8. Run ground wires from the disconnect to the first panel, and then jump from panel to panel, keeping grounds and neutrals separated in the panels. (I know the BX can serve as the EGC, but I just have a feeling the inspector is going to want to see a separate ground pulled in to each panel)
9. Have inspector review and sign off.
10. Have POCO reinstall the meters.
11. Close disconnect and away we go...

Thoughts?











varmit said:


> It would appear that the BX sheath is the EGC. So that would save a lot of work on that aspect. In the present configuration, each panel should be considered a sub panel.
> 
> I would think that the major challenge for this job would be space to mount the new services as everything will be much larger in physical size. You would need a plan that would allow a lot of prework to be accomplished before tearing out the old, so the tenants power is not off for too long. If there is space, you could install a new service with all of the metering in one enclosure. Power up the new service, while keeping the old service on, and then replace each panel one at a time.
> 
> ...


----------



## Cow (Jan 16, 2008)

I think leaving the old meterbases is not the way to go about it. They are as old as the panels and count on spring pressure to retain the meter blades. I think it would be doing your customer a disservice to not replace them at the same time.

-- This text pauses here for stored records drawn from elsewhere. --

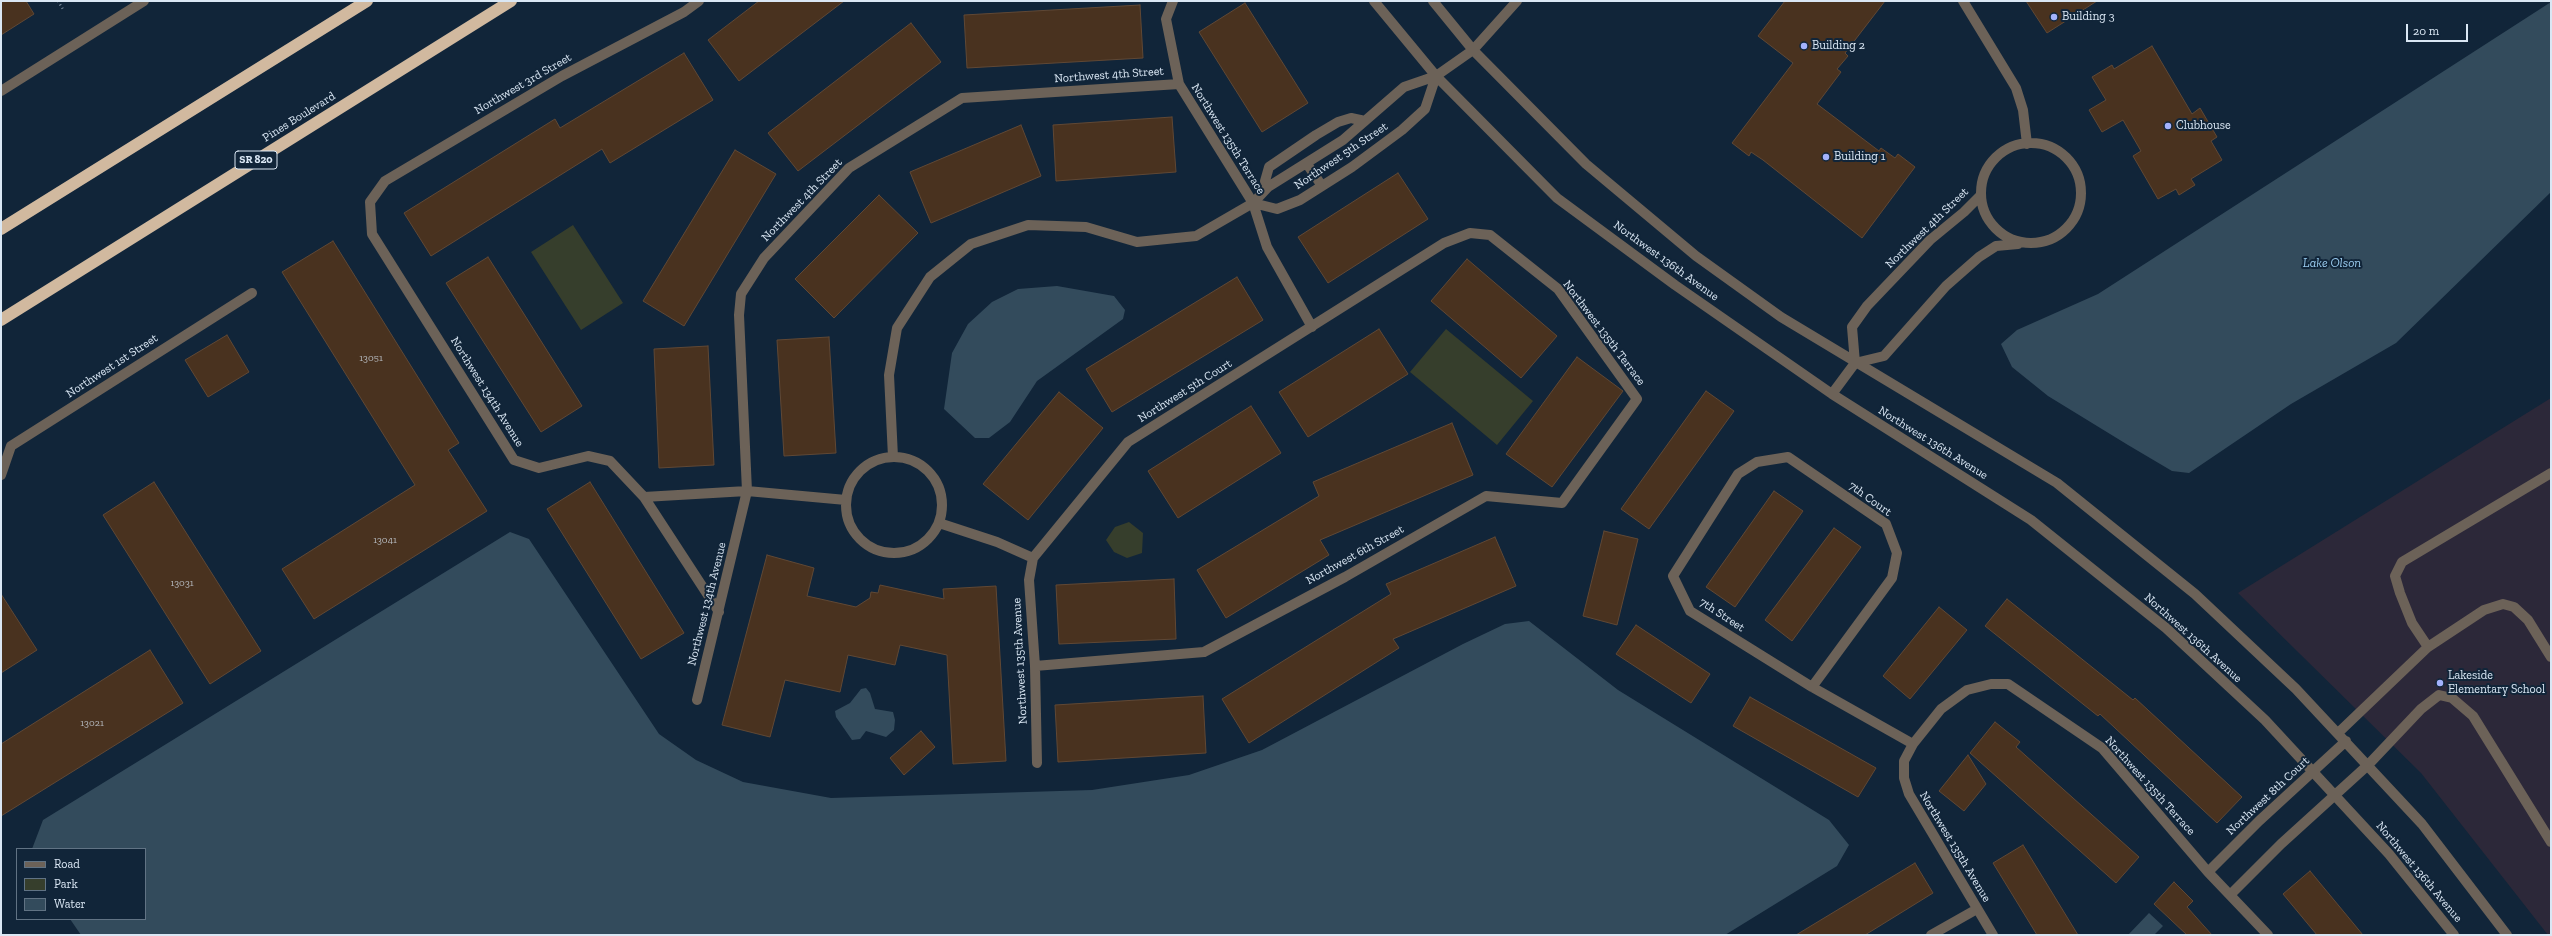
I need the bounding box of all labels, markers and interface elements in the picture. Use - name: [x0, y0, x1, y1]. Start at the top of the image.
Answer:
- place label: Building 3: [2062, 10, 2115, 24]
- marker: Building 3: [2049, 12, 2059, 22]
- scale bar: [2408, 16, 2470, 42]
- text: 20 m: [2413, 24, 2439, 38]
- place label: Building 2: [1812, 39, 1865, 53]
- marker: Building 2: [1799, 41, 1809, 51]
- street label: Northwest 3rd Street: [472, 50, 574, 118]
- street label: Northwest 4th Street: [1054, 64, 1164, 86]
- street label: Northwest 135th Terrace: [1188, 81, 1268, 197]
- street label: Pines Boulevard: [260, 89, 338, 145]
- street label: Northwest 5th Street: [1292, 119, 1390, 193]
- place label: Clubhouse: [2176, 119, 2231, 133]
- marker: Clubhouse: [2163, 121, 2173, 131]
- place label: Building 1: [1834, 150, 1885, 164]
- road number: SR 820: [235, 151, 277, 169]
- marker: Building 1: [1821, 152, 1831, 162]
- street label: Northwest 4th Street: [759, 155, 845, 245]
- street label: Northwest 4th Street: [1882, 185, 1972, 271]
- street label: Northwest 136th Avenue: [1611, 218, 1721, 304]
- water label: Lake Olson: [2303, 255, 2361, 271]
- street label: Northwest 135th Terrace: [1560, 278, 1648, 388]
- street label: Northwest 1st Street: [63, 331, 161, 401]
- street label: Northwest 134th Avenue: [447, 334, 527, 450]
- house number: 13051: [359, 352, 383, 364]
- street label: Northwest 5th Court: [1135, 356, 1235, 426]
- street label: Northwest 136th Avenue: [1875, 403, 1991, 483]
- street label: 7th Court: [1846, 479, 1894, 519]
- street label: Northwest 6th Street: [1304, 522, 1406, 588]
- house number: 13041: [373, 534, 397, 546]
- street label: Northwest 134th Avenue: [685, 541, 729, 667]
- house number: 13031: [170, 577, 194, 589]
- street label: Northwest 136th Avenue: [2141, 590, 2245, 686]
- street label: 7th Street: [1697, 595, 1747, 635]
- street label: Northwest 135th Avenue: [1010, 598, 1030, 724]
- place label: Lakeside Elementary School: [2448, 669, 2545, 697]
- marker: Lakeside Elementary School: [2435, 678, 2445, 688]
- house number: 13021: [80, 717, 104, 729]
- street label: Northwest 135th Terrace: [2102, 734, 2198, 838]
- street label: Northwest 8th Court: [2223, 754, 2313, 838]
- street label: Northwest 135th Avenue: [1916, 789, 1994, 905]
- street label: Northwest 136th Avenue: [2373, 819, 2465, 925]
- legend: [16, 848, 146, 920]
- text: Road: [54, 857, 80, 871]
- text: Park: [54, 877, 78, 891]
- text: Water: [54, 897, 86, 911]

For one, you would be counting on being able to break the lugs loose in the meters to replace the wiring down to your new panels, without breaking anything in the meterbase in the process.

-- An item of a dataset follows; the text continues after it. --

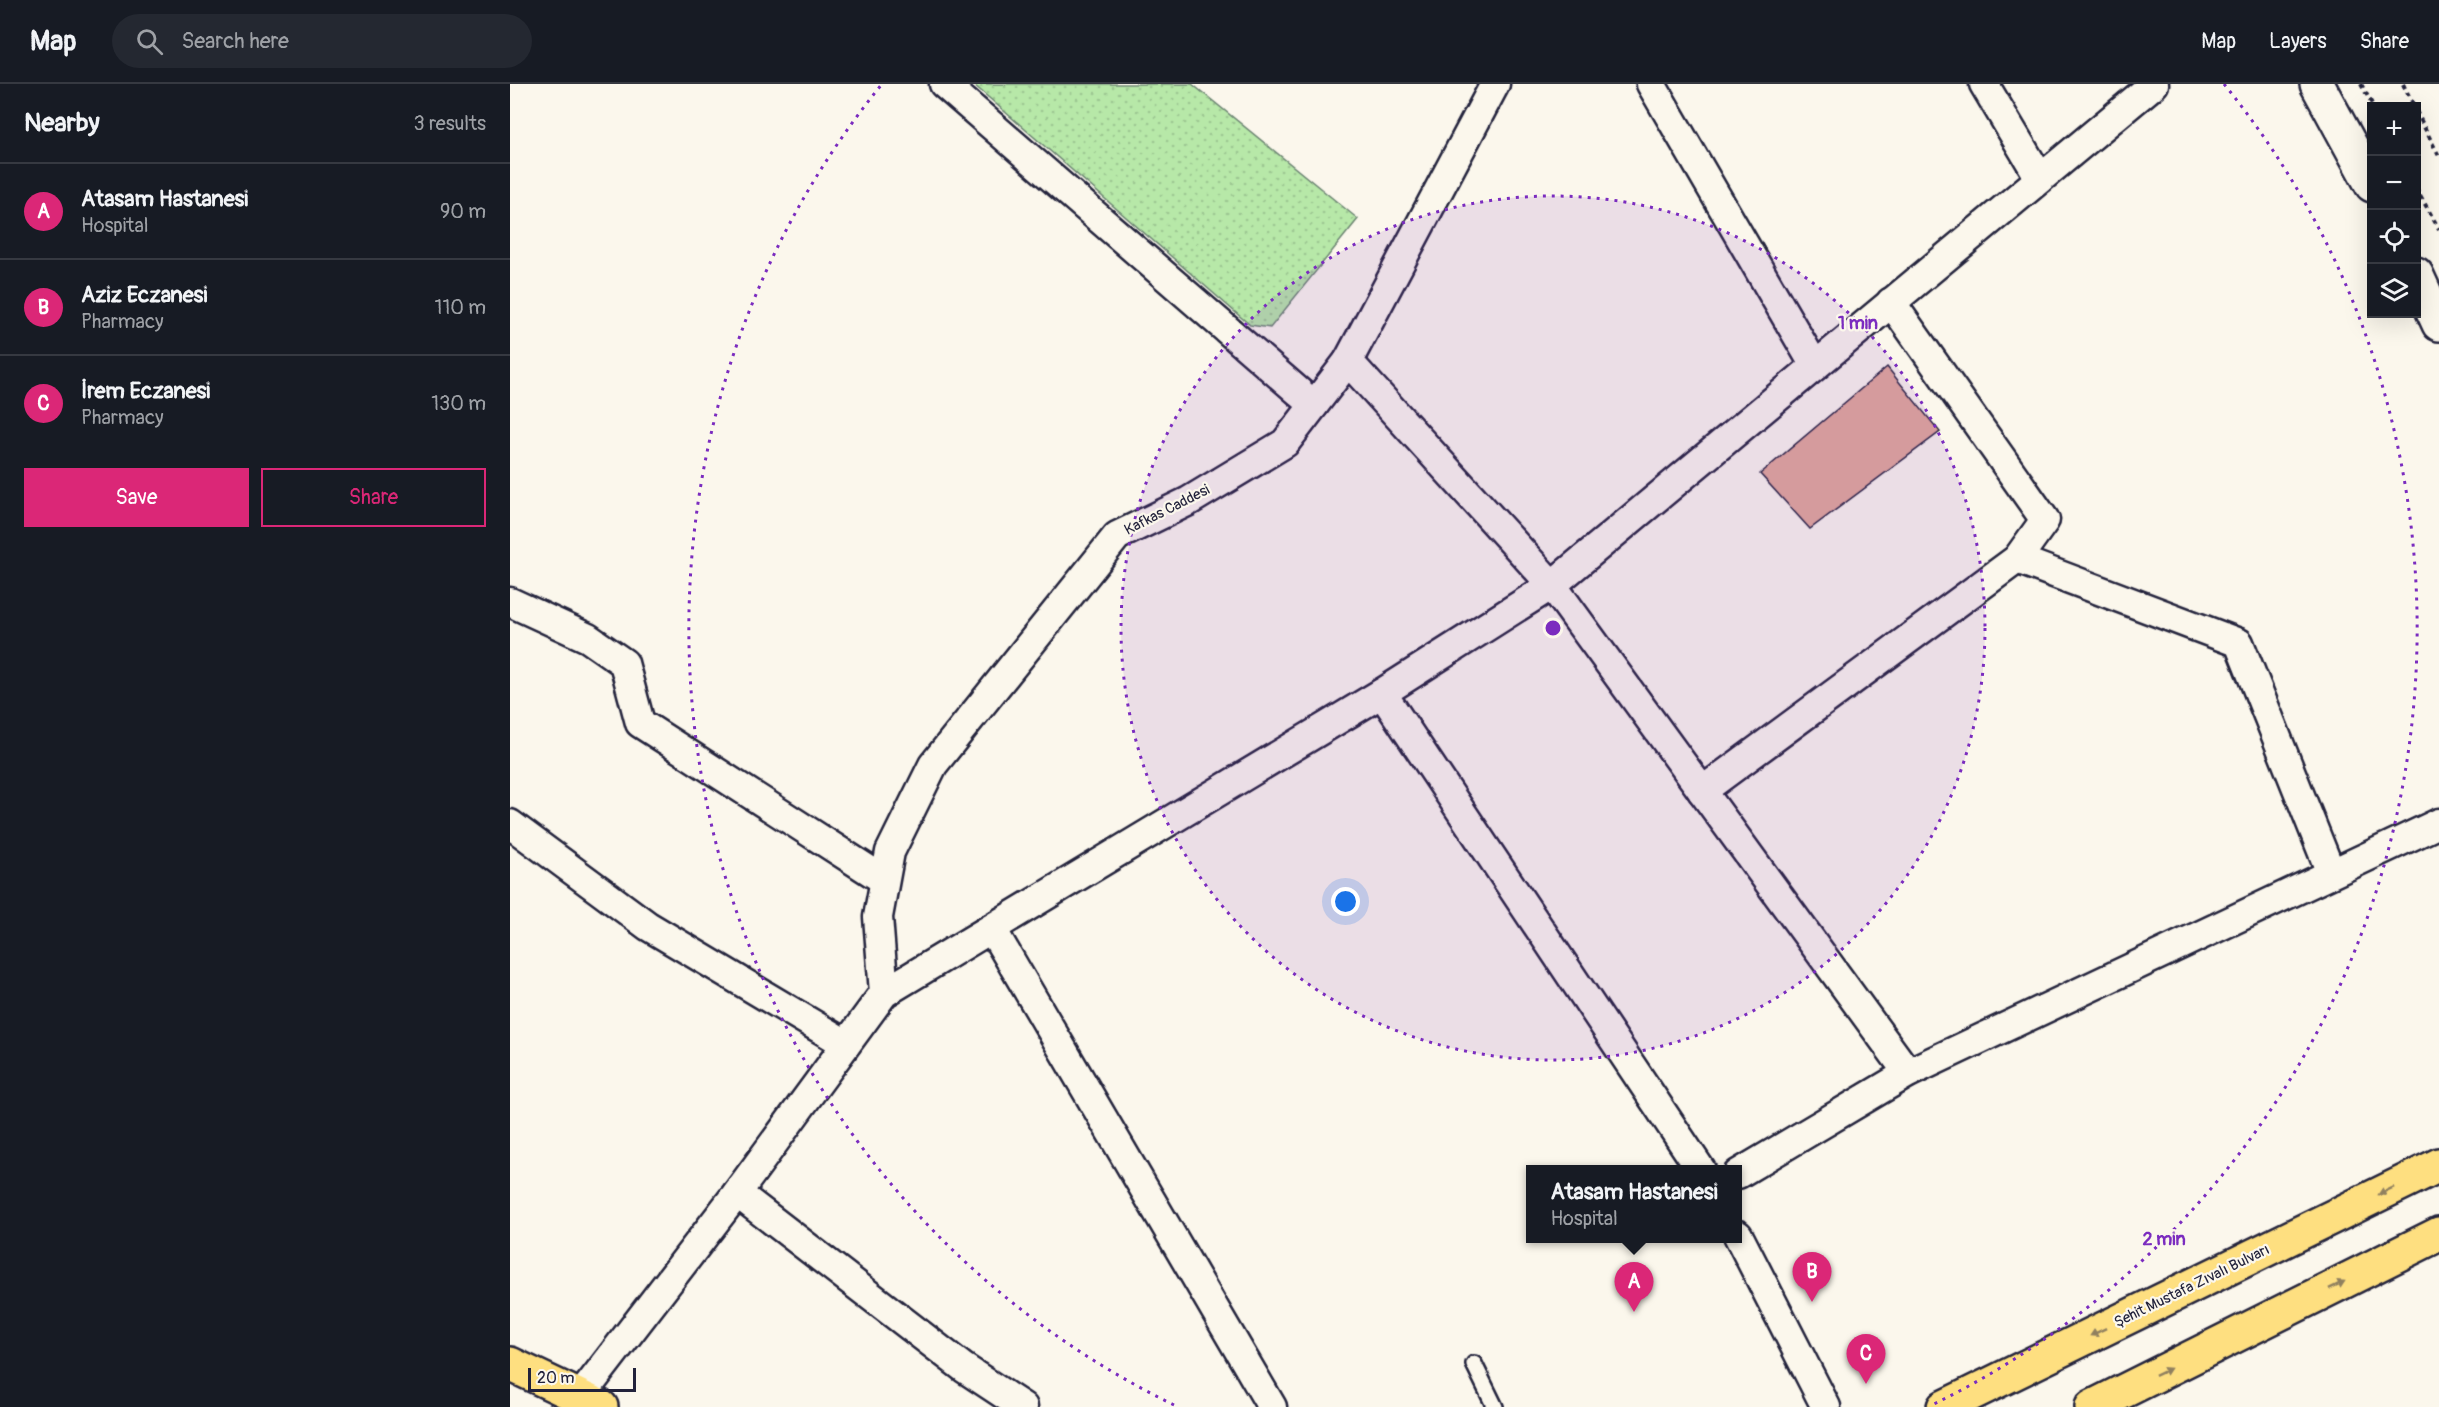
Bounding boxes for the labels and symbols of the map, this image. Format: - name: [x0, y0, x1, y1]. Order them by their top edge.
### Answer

Two, you are not going to be able to isolate grounds/neutrals properly in those meterbases.

Three, when one of those meterbases goes bad in the future, they will most likely not be able to replace it with a modern meterbase because of space constraints.

Now is the time to change the meterbases, in my opinion.


----------



## funkking (May 27, 2020)

You make a good point about the meter bases. Changing them probably is the way to go.



Cow said:


> I think leaving the old meterbases is not the way to go about it. They are as old as the panels and count on spring pressure to retain the meter blades. I think it would be doing your customer a disservice to not replace them at the same time.
> 
> For one, you would be counting on being able to break the lugs loose in the meters to replace the wiring down to your new panels, without breaking anything in the meterbase in the process.
> 
> ...


----------



## varmit (Apr 19, 2009)

Dennis Alwon said:


> Not always.. Unless the BX (AC cable) has the small steel wire in it then the sheathing is not permitted as an equipment grounding conductor.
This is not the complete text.